Foobot has an interesting provenance. It came about because its inventor wanted to help ease his child's asthma. So it doesn't come out of a stable of other connected devices. Instead it stands alone, although it will connect with other kit like Nest and Amazon Echo, and via IFTTT.
Foobot does more than just tell you if it's warm and give an indication of humidity. It also measures particulate matter (PM 2.5) and volatile organic compounds (VOCs).
PM 2.5s are particles too small to be seen with the naked eye, but which include dust, fly ash, dust mites, and particles from aerosols. On its website, Foobot says these can cause "asthma, lung cancer, cardiovascular disease etc."
VOCs are toxic chemicals that can be dangerous even at low concentrations and have short- and long-term adverse health effects. In the home or office these could include paints and coatings, glues in furnitures, sprays and so on.
The unit is arguably a bit on the large side at about 17cm high, 8cm wide, and 6.5cm deep. Its white casing is broken by a blue all-around glow that will turn orange if conditions get bad. The Foobot requires mains power, and so, like other similar devices, there are restrictions on where it can be placed. The provided 2m cable is reasonably generous, though.
Setup is pretty straightforward. It involves plugging the device into a power source, downloading an iOS or Android app, creating an account, and then inverting the unit itself to initiate pairing. Onscreen instructions walk you through handing over your wi-fi password. It's nice and straightforward, and quickly completed. Multiple devices can be connected to a single app, each one appropriately named by the user -- to indicate its location, for example.
The blue or orange glow around Foobot's casing is a simple on-board indicator of air conditions, but it's the app that delivers the granular detail. It takes recordings every five minutes and can also take readings on demand.
A central number in the main information wheel is called the Global Index and gives an overall weighted reading calculated from VOC, PM, and CO2 scores.
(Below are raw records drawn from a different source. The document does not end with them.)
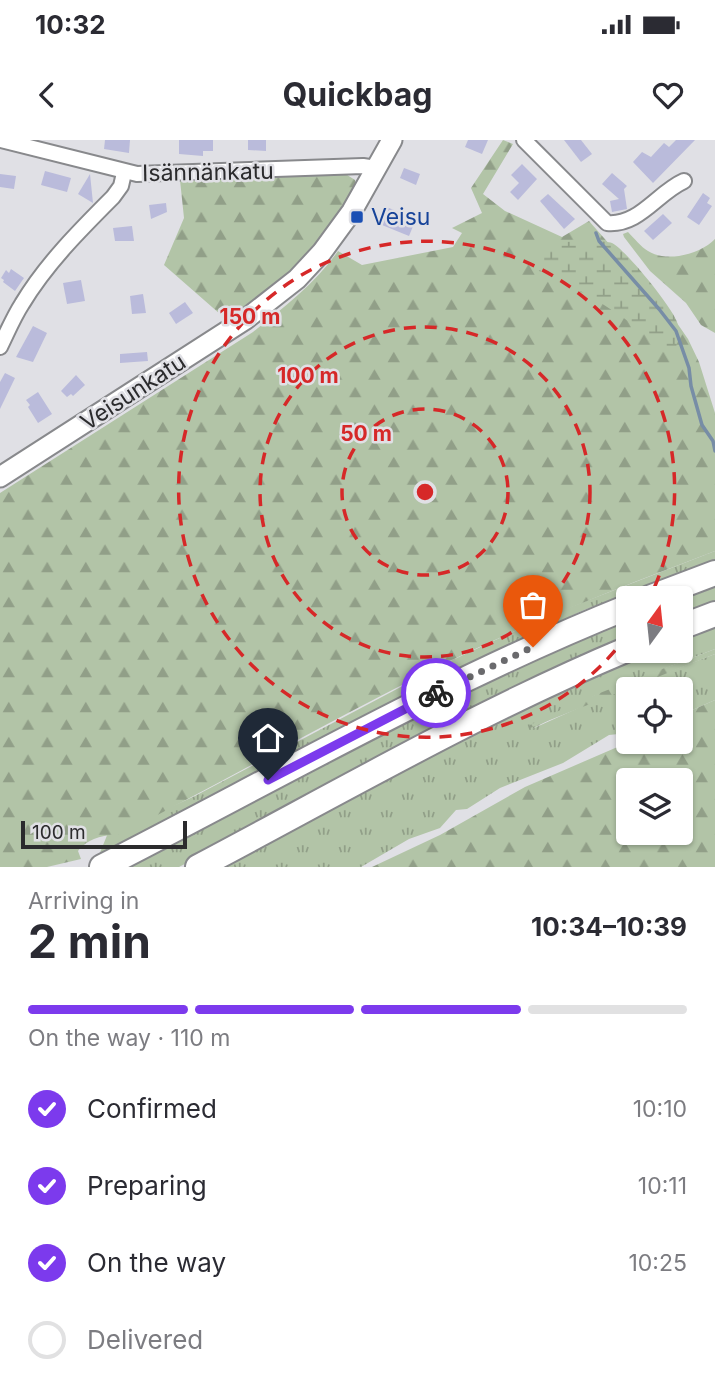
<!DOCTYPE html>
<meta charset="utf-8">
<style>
:root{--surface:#fff;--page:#f2f2f3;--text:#2b2b33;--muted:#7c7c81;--line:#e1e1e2;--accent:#7c3aed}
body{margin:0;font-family:Inter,sans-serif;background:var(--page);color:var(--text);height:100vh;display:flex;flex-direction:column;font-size:26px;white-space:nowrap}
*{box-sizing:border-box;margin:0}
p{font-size:23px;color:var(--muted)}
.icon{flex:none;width:38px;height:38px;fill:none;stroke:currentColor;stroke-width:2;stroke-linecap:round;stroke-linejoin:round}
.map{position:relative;height:727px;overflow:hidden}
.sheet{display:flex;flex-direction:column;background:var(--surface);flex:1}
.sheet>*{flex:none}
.needle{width:46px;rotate:15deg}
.fabs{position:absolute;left:616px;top:446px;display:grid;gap:14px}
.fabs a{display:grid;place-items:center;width:77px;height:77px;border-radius:7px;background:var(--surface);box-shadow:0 2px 5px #0004;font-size:35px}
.scale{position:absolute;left:21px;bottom:18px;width:166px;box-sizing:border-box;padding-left:7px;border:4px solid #2b2b2d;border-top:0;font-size:19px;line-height:24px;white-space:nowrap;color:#2b2b2d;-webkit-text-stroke:5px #e0e0e5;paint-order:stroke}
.pin{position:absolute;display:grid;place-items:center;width:60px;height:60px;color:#fff;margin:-72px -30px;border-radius:50% 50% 50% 0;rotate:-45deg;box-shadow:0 0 7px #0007}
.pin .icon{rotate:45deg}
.courier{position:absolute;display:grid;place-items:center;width:70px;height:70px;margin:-35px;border:5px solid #7c3aed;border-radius:50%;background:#fff;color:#222;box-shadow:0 2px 9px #0007}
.headline em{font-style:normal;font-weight:700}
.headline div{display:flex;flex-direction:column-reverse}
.headline{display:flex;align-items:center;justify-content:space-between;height:119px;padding:0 28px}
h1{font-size:46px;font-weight:700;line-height:52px}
.bar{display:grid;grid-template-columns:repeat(4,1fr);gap:10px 7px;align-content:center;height:84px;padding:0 28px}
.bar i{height:9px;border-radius:5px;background:var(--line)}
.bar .active{background:var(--accent)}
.bar p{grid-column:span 4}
ol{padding:0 28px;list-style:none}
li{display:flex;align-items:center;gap:21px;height:77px}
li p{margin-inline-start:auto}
li .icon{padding:7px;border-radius:50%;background:var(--accent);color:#fff;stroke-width:4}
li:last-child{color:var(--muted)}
li i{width:38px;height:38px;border:4px solid var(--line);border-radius:50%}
.status{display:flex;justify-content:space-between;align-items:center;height:49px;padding:0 35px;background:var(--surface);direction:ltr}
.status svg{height:19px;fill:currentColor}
header{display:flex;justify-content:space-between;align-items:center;height:91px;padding:0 28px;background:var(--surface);font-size:32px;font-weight:700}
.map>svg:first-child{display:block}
.grass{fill:url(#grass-tufts)}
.forest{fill:url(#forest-firs);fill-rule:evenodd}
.wetland{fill:url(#wetland-marsh)}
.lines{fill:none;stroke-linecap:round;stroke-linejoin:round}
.stream{stroke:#778da6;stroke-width:3.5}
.building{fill:#babbdb}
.street-casing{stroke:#88898c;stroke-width:18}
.secondary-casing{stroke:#88898c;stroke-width:23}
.highway-casing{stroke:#88898c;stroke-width:28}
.street{stroke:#fff;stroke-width:14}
.secondary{stroke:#fff;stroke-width:19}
.highway{stroke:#fff;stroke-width:24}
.done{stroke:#6a6a6d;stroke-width:7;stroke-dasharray:0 12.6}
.route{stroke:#7c3aed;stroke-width:9}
.ring{fill:none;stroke:#d62828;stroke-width:3.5;stroke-dasharray:12 9}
.transit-dot{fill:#1a4fb4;stroke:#e0e0e5;stroke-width:2.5}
.labels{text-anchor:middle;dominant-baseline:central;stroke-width:5;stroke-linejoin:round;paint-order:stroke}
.street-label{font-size:23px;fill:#2b2b2d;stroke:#e0e0e5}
.transit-label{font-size:23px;fill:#164399;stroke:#e0e0e5;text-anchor:start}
.centre{fill:#d62828;stroke:#e0e0e5;stroke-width:3.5}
.ring-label{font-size:21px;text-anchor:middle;font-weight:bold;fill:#d62828;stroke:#e0e0e5;stroke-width:5;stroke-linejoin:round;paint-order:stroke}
</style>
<div class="status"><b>10:32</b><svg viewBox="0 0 49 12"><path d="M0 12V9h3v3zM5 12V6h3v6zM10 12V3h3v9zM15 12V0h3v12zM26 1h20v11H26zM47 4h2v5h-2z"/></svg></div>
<header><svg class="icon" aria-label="back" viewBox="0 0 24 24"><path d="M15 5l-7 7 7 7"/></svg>Quickbag<svg class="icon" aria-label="heart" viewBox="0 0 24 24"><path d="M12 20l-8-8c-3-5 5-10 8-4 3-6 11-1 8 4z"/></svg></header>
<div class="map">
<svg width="715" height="727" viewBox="0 0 715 727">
<defs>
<pattern id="grass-tufts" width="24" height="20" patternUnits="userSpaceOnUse" patternTransform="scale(1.75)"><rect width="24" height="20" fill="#b2c4a7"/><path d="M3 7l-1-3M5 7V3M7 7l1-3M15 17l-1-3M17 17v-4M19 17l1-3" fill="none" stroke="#919f88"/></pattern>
<pattern id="forest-firs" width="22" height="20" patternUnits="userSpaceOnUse" patternTransform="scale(1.75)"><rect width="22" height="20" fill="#b2c4a7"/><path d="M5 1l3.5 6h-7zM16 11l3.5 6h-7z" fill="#919f88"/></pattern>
<pattern id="wetland-marsh" width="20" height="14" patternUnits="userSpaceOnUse" patternTransform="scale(1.75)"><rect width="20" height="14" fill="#b2c4a7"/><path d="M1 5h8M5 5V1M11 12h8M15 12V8" fill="none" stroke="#919f88"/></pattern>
</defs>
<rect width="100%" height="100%" fill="#e0e0e5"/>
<g class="grass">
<path d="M715 411V420L584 470 452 531 99 715 108 693 111 694 195 656 446 523 545 477Z"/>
<path d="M715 442V464L681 477V458Z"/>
<path d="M628 475V499L295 666 179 727H120L366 596Z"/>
<path d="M715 487V509L594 556 532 589 596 560 715 514V560L681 575V550H628V593L609 595 563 623 500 648 467 669 456 670 440 688 409 699 361 727H224L438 613 564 551 654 511H681V501Z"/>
</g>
<g class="forest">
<path d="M503 0 513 4 483 54 505 71 562 97 589 81 670 173 688 199 699 222 715 273V411C625 446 533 480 446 523 335 577 228 640 118 695 104 694 86 699 78 711L81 719 47 727H0V353L253 192C284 167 315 144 338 111L362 125 453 107 462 93 452 88 482 73 471 48Z"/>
<path d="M344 33 355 40 357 48 305 125 228 181 164 125 184 78 180 40Z"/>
<path d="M628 92C634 98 641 107 648 111 667 123 701 114 715 99V193L701 185 686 163 650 131 624 97 623 94Z"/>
<path d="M715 509V514L530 588V585C589 554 653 533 715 509Z"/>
<path d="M715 560V727H372L440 695 525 647 629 602H681V575ZM628 640H681V693H628Z"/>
</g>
<path class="wetland" d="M547 102C560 103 602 99 612 103 625 109 672 167 677 182 680 190 677 201 676 209L673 211C655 205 650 198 636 187 608 166 572 144 539 131L537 119Z"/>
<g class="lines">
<path class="stream" d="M596 93 599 101 659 169 676 191 689 228 691 246 702 285 713 301 715 311"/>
</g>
<g class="building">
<path d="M105 0H130L129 13 104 9Z"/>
<path d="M179 0H213V11H203V16L179 14Z"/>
<path d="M248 0H266V11L248 10Z"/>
<path d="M468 0H488L482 14 465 7Z"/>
<path d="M564 0H581L592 14 581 22Z"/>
<path d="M676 0H695L653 43 633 22 642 12 651 17 664 3 669 7Z"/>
<path d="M522 24 537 39 518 60 510 52 519 43 511 35Z"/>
<path d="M404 28 420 34 416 45 400 38Z"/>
<path d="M45 31 71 38 67 52 41 45Z"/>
<path d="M612 33 627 46 624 49 627 69 612 72 610 61 619 59 602 44Z"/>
<path d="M0 34 16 36 14 49 0 47Z"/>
<path d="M90 34 93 63 78 54Z"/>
<path d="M703 53 710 58 707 63 712 66 699 85 687 77Z"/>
<path d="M548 54 575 79 564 89 540 61Z"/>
<path d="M166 63 167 72 151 79 149 65Z"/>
<path d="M384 66 416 79 409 96 377 83Z"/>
<path d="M663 74 672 83 653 100 644 91Z"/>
<path d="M132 86 134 101H115L113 88Z"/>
<path d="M11 129 24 138 15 151 3 142 4 140 1 138 6 130 9 133Z"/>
<path d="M81 140 85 161 67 164 63 143Z"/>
<path d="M143 154 146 173 132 174 130 156Z"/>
<path d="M185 162 193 173 176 184 169 173Z"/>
<path d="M33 186 47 193 33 222 16 217Z"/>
<path d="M147 212 148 221 120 223V214Z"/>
<path d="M5 233 15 238 0 269V242Z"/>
<path d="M76 235 85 245 73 256 71 254 67 257 61 251Z"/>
<path d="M38 252 52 274 38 283 28 267 30 265 26 260Z"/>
</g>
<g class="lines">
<g class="street-casing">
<g id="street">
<path d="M1 0 137 34 363 26 376 28"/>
<path d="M524 0 607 83C639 86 657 53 684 41"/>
<path d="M0 207C7 193 13 178 22 164 46 124 80 90 113 57L121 46 124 33"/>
</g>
</g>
<g class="secondary-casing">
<path id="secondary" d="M0 337 246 179 297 139 322 112 352 71 392 0"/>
</g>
<g class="highway-casing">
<g id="highway">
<path d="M649 458 715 433"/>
<path d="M681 487 715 474"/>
<path d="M102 727C276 638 446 540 628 467"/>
<path d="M198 727C340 652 480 571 628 509"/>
</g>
</g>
<use href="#street" class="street"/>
<use href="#secondary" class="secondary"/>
<use href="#highway" class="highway"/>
</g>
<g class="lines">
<path class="done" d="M436 553 533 507"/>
<path class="route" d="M268 640 436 553"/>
</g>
<g class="ring">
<circle cx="425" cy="352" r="83"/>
<circle cx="425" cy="352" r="165"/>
<path d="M628 494A248 248 0 1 1 650 457"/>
</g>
<rect class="transit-dot" x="350" y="70" width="14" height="14" rx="3.5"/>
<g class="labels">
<g class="street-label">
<text transform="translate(208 32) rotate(-1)">Isännänkatu</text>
<text transform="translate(133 252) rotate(-33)">Veisunkatu</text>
</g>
<g class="transit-label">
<text x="371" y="77">Veisu</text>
</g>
</g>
<circle cx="425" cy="352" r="10" class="centre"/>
<g class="ring-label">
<text x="250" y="184">150 m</text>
<text x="308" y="243">100 m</text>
<text x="366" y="301">50 m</text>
</g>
</svg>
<div class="fabs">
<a><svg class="needle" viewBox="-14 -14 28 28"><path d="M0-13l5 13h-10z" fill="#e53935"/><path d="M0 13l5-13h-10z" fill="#7c7c81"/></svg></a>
<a><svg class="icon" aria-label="locate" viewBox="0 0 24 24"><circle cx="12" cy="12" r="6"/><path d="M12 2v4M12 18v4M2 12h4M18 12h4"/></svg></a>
<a><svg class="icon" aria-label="layers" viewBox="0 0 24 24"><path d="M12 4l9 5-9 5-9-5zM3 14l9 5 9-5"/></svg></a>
</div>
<div class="scale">100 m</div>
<div class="pin" style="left:533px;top:507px;background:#ea580c"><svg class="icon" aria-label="bag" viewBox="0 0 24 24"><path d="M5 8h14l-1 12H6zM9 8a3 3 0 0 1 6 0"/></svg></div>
<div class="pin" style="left:268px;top:640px;background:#1f2937"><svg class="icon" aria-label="home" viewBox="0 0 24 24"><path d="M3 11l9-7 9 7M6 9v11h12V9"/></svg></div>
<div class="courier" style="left:436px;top:553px"><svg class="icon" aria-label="bike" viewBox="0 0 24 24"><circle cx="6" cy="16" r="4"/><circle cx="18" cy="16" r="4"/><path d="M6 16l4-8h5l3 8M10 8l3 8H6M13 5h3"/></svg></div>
</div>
<section class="sheet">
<div class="headline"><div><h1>2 min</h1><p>Arriving in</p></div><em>10:34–10:39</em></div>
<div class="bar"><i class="active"></i><i class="active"></i><i class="active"></i><i></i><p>On the way · 110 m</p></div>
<ol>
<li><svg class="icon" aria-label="check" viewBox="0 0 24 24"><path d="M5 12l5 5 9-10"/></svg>Confirmed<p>10:10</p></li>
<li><svg class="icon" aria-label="check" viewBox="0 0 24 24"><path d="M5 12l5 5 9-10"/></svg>Preparing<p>10:11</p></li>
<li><svg class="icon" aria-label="check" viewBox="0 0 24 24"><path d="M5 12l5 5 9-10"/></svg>On the way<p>10:25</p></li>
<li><i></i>Delivered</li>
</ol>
</section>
More detailed information for each of these three is accessible by tapping their numbers, and this includes access to historic information and tips on reducing readings. There's even a crowdsourced Global Index score for outdoor conditions, so users can compare their own localised readings with more general, broadly local, conditions.
The app uses World Health Organisation thresholds as the standard against which it rates measurements. It provides charts that show how recordings change over time. Users can create tags that help them understand if particular activities -- such as cooking or cleaning activities -- increase recordings and the device can send alerts if thresholds are breached.
There is a lot of detail in the information provided, and the ability to allow users to identify causes of heightened readings could prove very useful. Arguably, then, Foobot is one of the more flexible and useful devices of its type.